AbbVie, Genmab's Epkinly shows promise in follicular lymphoma. Will FDA get on board?

Merely a month into an FDA approval, AbbVie and Genmab’s bispecific drug Epkinly has chalked up a positive readout that might enable an expansion in blood cancer, although the exact regulatory path remains unclear.

Epkinly significantly beat back tumors in 82% of patients with relapsed or refractory follicular lymphoma in a phase 1/2 trial, the companies said Tuesday. The patients had received a minimum two—and a median three—prior lines of systemic therapy.

The median duration of response hasn’t been reached in Epkinly’s study, and investigators are still following patients. The companies also didn’t disclose the complete response rate. Full results from the study will be shared at a future medical meeting.
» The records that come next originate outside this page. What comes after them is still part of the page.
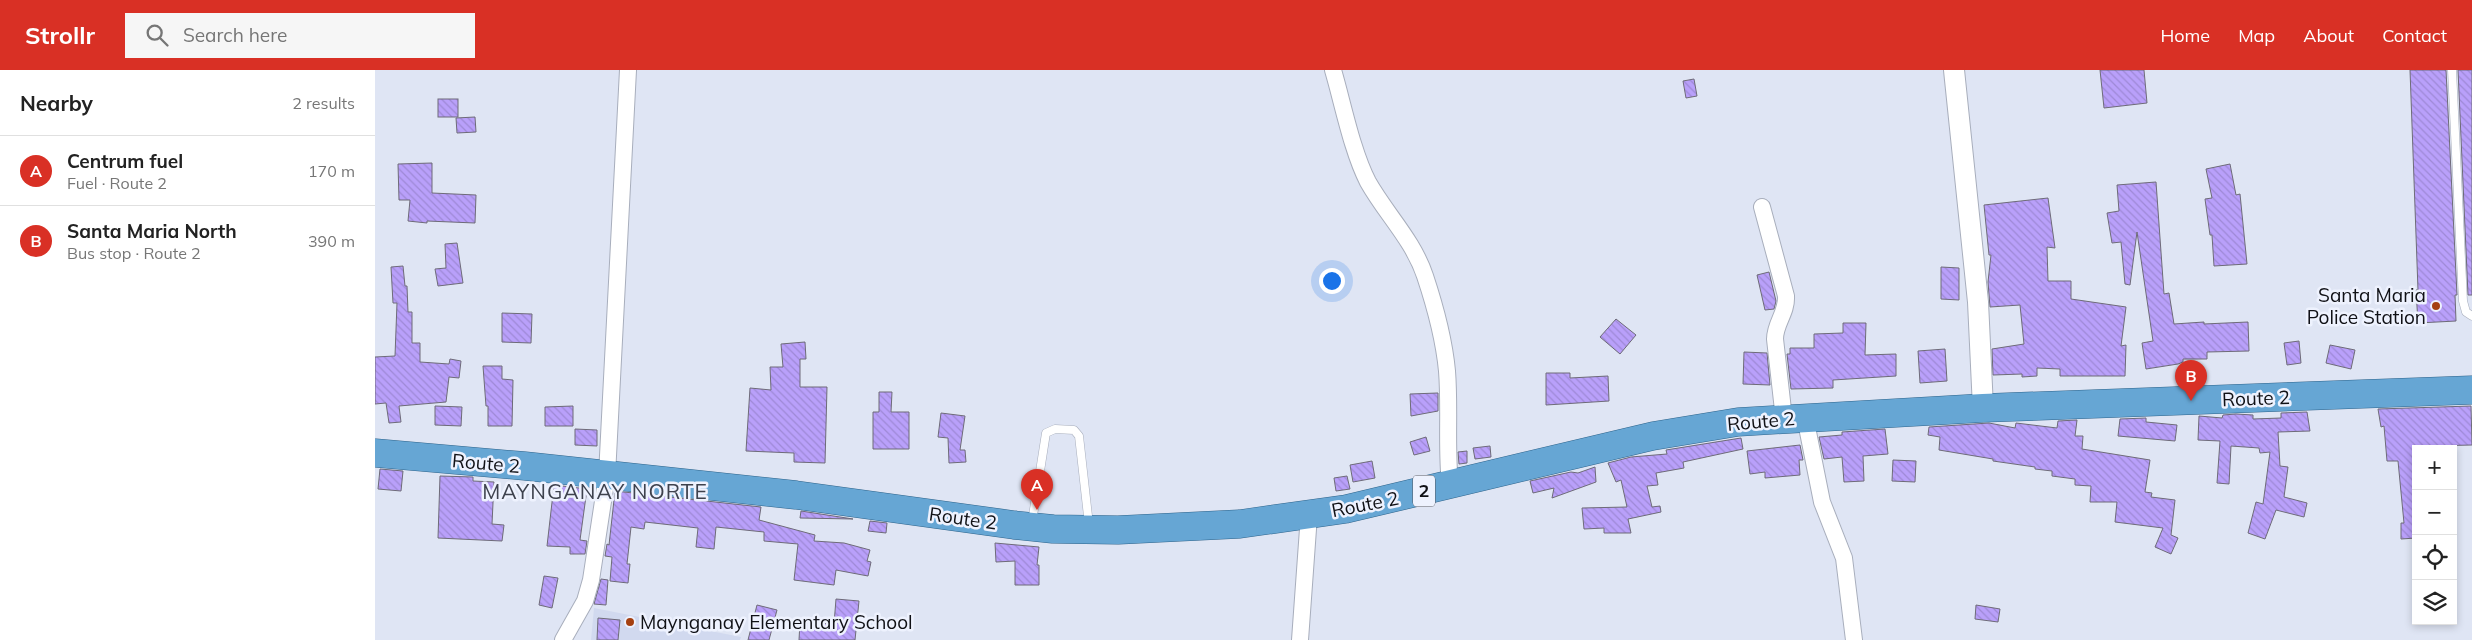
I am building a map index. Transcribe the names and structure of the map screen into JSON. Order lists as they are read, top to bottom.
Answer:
{
  "streets": {
    "highway": ["Route 2", "2"]
  },
  "districts": ["MAYNGANAY NORTE"],
  "places": ["Santa Maria Police Station", "Maynganay Elementary School"],
  "page": {
    "header": "Strollr",
    "search": "Search here",
    "nav": [
      "Home",
      "Map",
      "About",
      "Contact"
    ],
    "heading": ["Nearby", "2 results"],
    "list": [
      {
        "mark": "A",
        "name": "Centrum fuel",
        "note": "Fuel · Route 2",
        "value": "170 m"
      },
      {
        "mark": "B",
        "name": "Santa Maria North",
        "note": "Bus stop · Route 2",
        "value": "390 m"
      }
    ],
    "pins": ["B", "A"],
    "map_buttons": ["+", "−"]
  }
}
Epkinly snagged an FDA approval for previously treated diffuse large B-cell lymphoma (DLCLC) in May, and AbbVie and Genmab said they will talk to regulators about next steps in FL, an indolent form of lymphoma. If approved in the indication, Epkinly would go up against Roche’s first-in-class Lunsumio. The two parties are already battling it out in DLBCL thanks to an FDA go-ahead for Roche’s Columvi a few days ago. All three drugs are CD20xCD3 T-cell engagers.

Based on Lunsumio’s precedent, it’s possible for Epkinly to win an FDA nod based on a single-arm trial.
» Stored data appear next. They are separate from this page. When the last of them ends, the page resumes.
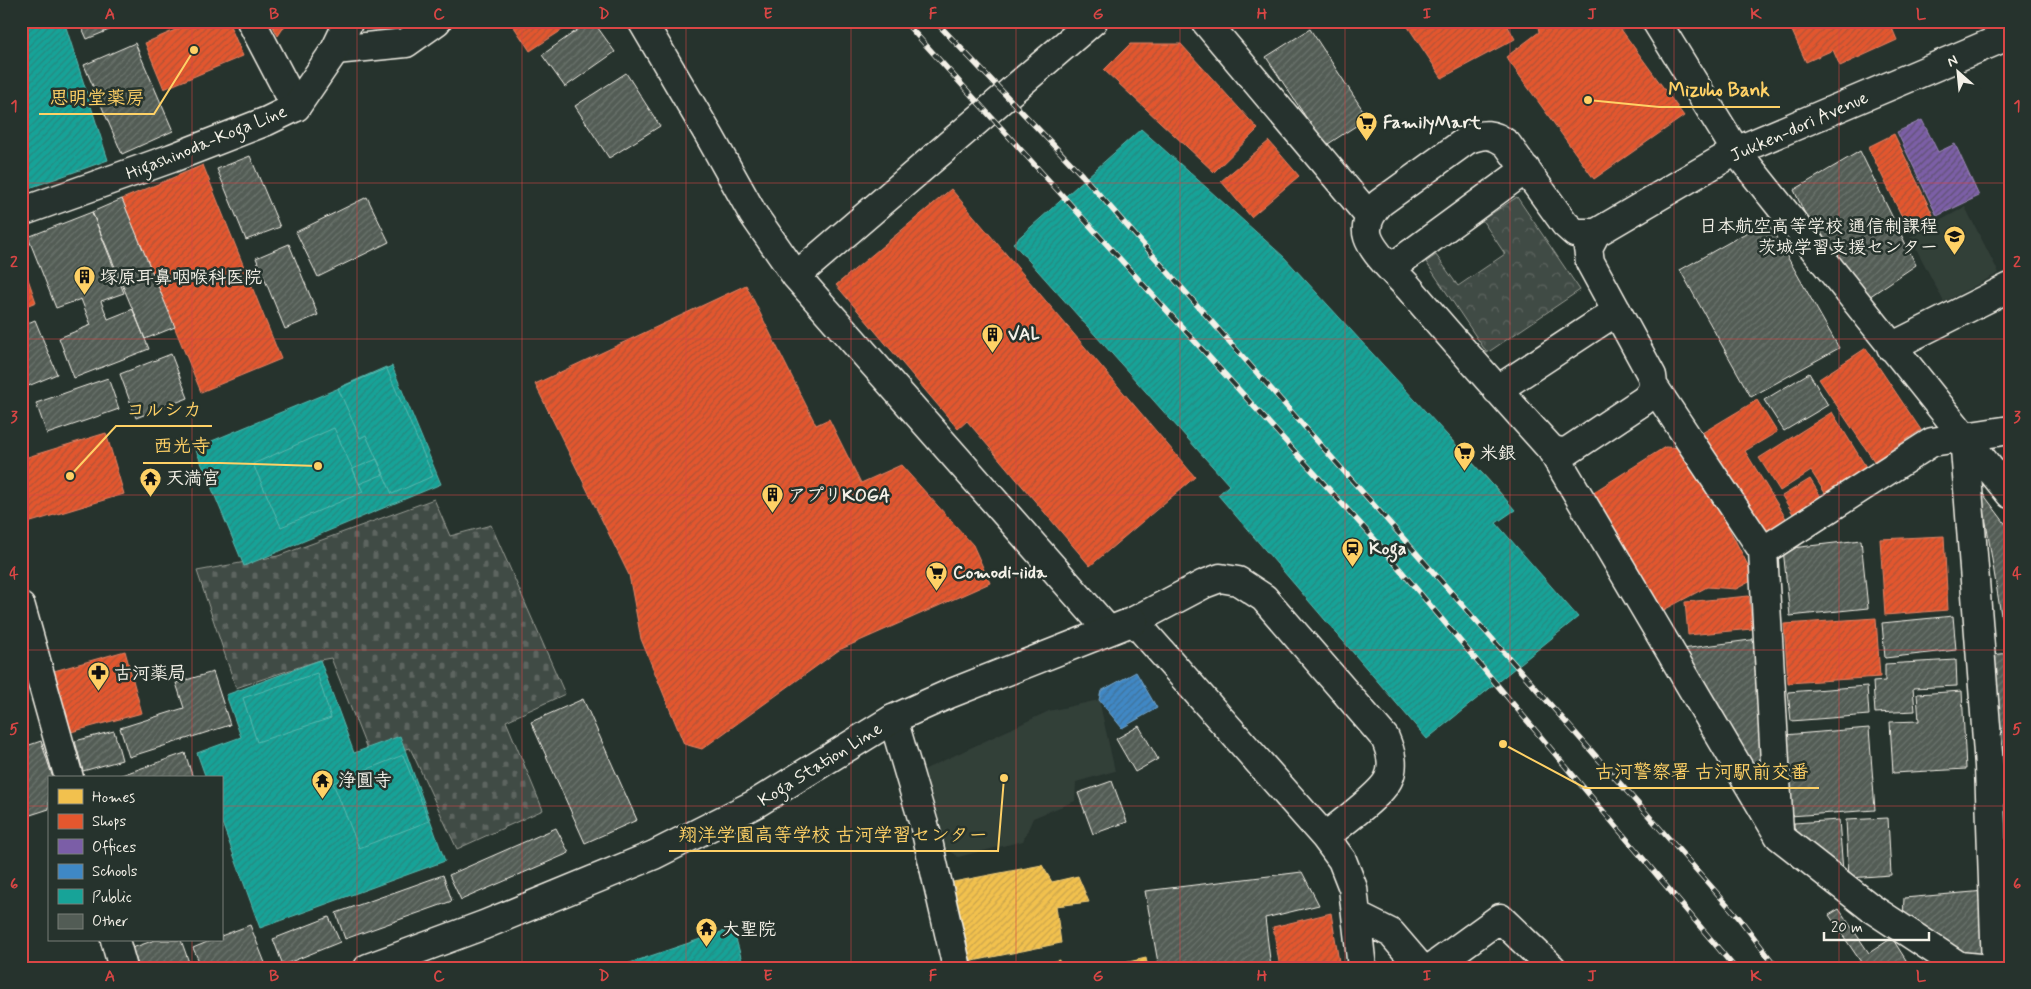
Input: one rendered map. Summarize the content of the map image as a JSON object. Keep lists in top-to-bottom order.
{
  "streets": {
    "street": ["Jukken-dori Avenue", "Higashinoda-Koga Line", "Koga Station Line"]
  },
  "places": {
    "other": [
      "思明堂薬房",
      "Mizuho Bank",
      "西光寺",
      "コルシカ",
      "古河警察署 古河駅前交番",
      "翔洋学園高等学校 古河学習センター"
    ],
    "supermarket": ["FamilyMart", "米銀", "Comodi-iida"],
    "school or university": ["日本航空高等学校 通信制課程 茨城学習支援センター"],
    "building": ["塚原耳鼻咽喉科医院", "VAL", "アプリKOGA"],
    "temple": ["天満宮", "浄圓寺", "大聖院"],
    "station": ["Koga"],
    "pharmacy": ["古河薬局"]
  },
  "legend": [
    "Homes",
    "Shops",
    "Offices",
    "Schools",
    "Public",
    "Other"
  ],
  "scale_bar": "20 m",
  "north": "top left",
  "grid": {
    "columns": [
      "A",
      "B",
      "C",
      "D",
      "E",
      "F",
      "G",
      "H",
      "I",
      "J",
      "K",
      "L"
    ],
    "rows": [
      "1",
      "2",
      "3",
      "4",
      "5",
      "6"
    ]
  }
}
At first glance, Epkinly’s data look mixed compared with Lunsumio’s by cross-trial comparison. Lunsumio triggered a response in 80% of FL patients who had previously tried a median three prior lines of therapy in a phase 2 trial. Half of the Lunsumio patients were refractory to both anti-CD20 antibody and alkylating agents. Epkinly’s 82% overall response rate had 70% of patients who were double refractory.

On the safety side, Epkinly recorded 66.4% cytokine release syndrome, which is a common  side effect among T-cell therapies. These include 1.6% cases that are grade 3 or higher. Lunsumio’s overall CRS rate is much lower at 39%, including 2.5% of grade 3 or above. Between Lunsumio and Columvi, Roche has directed Lunsumio at FL—instead of the more aggressive DLBCL—because it’s more tolerable.

But William Blair analyst Matt Phipps, Ph.D., suggested that Epkinly will only get a smaller market in previously treated FL, reaching $289 million sales in 2027 in the U.S. alone. Lunsumio’s first-to-market status and the lack of hospitalization requirements during dose escalation give the Roche drug an edge over Epkinly, Phipps said in a Wednesday note to clients.

The 128-patient data that AbbVie and Genmab disclosed didn’t include anyone from a phase 2a optimization part of the trial, Phipps pointed out in his note, citing Genmab. Investigators are testing alternative dosing regimens to mitigate the risk of CRS, and early data from the first few patients indicated a “clinically meaningful” improvement in CRS rate, Genmab said in a release Wednesday.

AbbVie and Genmab added the optimization part in accordance with the FDA’s Project Optimus, which is asking drug developers to more carefully examine the optimal dose of drugs, according to Genmab. The request “suggests the FDA is focusing on reducing these [CRS] rates even further going forward,” Phipps said. How much data the FDA wants to see from an optimized dosing schedule of Epkinly could determine the timing of the drug’s regulatory filing, he added.

Drugs for FL contributed to the idea of Project Optimus. The FDA has previously pushed for the market withdrawals of several PI3K inhibitors by Gilead Sciences, TG Therapeutics and Secura Bio in FL because of safety concerns. The agency cited the lack of optimal dose exploration as a reason for the drugs’ failure.